• _BRIEF_: In the records below, pick out all lines containing the word "Ishlah".

(Records from a collection)
════════════════════
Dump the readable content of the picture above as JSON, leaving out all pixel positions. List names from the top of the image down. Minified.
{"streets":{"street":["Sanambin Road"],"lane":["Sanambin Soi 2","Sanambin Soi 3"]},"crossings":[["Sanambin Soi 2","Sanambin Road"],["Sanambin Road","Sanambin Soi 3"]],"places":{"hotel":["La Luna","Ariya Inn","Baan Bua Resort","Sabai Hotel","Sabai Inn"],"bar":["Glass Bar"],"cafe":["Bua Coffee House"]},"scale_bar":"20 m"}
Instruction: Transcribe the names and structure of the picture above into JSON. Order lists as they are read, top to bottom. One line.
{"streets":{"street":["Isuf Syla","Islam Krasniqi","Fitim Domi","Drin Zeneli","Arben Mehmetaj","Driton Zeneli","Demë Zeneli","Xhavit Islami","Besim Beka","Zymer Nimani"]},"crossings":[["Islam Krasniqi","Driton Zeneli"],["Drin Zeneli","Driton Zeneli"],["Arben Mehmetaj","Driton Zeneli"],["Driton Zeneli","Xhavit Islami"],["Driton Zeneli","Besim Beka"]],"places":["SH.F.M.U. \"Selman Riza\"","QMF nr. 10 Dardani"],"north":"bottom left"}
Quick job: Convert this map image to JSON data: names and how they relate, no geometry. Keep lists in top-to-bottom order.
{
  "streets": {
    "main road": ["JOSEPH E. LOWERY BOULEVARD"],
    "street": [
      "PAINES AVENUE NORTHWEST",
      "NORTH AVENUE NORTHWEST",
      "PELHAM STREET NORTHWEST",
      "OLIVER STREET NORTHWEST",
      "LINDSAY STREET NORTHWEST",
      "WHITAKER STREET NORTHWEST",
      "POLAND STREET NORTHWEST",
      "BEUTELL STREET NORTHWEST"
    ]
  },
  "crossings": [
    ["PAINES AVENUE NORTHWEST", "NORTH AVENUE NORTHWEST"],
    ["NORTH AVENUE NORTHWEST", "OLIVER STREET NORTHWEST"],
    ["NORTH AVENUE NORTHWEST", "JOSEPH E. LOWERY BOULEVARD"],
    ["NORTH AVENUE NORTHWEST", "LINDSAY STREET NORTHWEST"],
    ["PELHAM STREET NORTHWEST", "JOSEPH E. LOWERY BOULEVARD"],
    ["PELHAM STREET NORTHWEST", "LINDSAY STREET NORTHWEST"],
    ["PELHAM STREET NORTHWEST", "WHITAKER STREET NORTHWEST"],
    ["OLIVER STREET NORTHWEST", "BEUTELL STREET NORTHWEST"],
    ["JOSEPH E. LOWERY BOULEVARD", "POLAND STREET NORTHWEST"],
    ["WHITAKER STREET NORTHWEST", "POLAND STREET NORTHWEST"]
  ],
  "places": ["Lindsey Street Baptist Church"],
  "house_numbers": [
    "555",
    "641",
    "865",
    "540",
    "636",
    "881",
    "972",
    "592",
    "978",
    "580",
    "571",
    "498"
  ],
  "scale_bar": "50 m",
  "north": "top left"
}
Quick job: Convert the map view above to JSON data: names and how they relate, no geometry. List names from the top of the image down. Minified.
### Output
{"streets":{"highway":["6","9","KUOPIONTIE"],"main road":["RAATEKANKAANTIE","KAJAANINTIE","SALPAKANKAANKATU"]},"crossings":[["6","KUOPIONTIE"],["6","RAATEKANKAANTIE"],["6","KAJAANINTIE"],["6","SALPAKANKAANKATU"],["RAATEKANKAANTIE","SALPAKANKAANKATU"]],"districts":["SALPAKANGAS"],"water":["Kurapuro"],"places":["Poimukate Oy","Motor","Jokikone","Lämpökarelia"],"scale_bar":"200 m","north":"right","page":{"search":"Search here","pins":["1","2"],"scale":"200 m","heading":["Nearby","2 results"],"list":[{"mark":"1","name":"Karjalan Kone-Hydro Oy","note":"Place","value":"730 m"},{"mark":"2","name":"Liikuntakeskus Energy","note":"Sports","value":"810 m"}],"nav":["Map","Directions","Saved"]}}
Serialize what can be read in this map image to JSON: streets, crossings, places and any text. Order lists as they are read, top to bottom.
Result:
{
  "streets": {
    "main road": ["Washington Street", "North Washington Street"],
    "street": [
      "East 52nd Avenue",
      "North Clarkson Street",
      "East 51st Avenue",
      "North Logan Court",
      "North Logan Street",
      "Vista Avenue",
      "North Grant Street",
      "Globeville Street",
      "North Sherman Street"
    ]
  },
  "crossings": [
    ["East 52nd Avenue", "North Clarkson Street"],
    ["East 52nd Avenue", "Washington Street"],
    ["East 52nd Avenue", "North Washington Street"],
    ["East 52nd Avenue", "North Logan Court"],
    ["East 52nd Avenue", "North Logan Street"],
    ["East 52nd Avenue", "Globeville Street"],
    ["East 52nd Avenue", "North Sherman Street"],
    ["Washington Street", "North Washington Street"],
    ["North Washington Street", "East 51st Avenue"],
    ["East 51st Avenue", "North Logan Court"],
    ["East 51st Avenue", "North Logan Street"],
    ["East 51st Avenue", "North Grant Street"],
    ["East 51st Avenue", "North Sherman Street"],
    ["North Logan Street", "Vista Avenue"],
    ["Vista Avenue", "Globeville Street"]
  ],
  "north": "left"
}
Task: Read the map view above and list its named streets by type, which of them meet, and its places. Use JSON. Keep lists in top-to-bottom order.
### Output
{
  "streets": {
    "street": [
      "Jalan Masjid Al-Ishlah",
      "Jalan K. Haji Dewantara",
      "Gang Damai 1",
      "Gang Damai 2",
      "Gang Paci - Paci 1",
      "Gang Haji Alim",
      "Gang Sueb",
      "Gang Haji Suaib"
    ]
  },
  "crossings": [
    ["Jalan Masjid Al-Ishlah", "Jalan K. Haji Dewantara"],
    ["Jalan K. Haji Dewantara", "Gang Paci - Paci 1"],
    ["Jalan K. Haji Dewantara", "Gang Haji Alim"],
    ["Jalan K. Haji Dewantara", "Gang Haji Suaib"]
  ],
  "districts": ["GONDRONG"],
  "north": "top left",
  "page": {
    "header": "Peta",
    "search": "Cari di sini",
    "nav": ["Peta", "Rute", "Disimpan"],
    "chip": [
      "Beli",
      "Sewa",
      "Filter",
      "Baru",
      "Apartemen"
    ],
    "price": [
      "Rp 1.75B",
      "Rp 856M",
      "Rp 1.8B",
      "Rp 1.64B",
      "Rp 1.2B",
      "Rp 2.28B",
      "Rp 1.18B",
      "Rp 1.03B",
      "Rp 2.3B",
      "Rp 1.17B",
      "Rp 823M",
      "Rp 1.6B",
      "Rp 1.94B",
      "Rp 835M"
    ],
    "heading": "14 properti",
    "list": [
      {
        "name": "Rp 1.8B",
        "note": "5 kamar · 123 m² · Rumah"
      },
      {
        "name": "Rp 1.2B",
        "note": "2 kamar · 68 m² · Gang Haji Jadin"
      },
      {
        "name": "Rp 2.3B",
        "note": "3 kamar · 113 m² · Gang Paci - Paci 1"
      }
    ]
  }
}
════════════════════
• _ANSWER TO THIS TASK_:
      "Jalan Masjid Al-Ishlah",
    ["Jalan Masjid Al-Ishlah", "Jalan K. Haji Dewantara"],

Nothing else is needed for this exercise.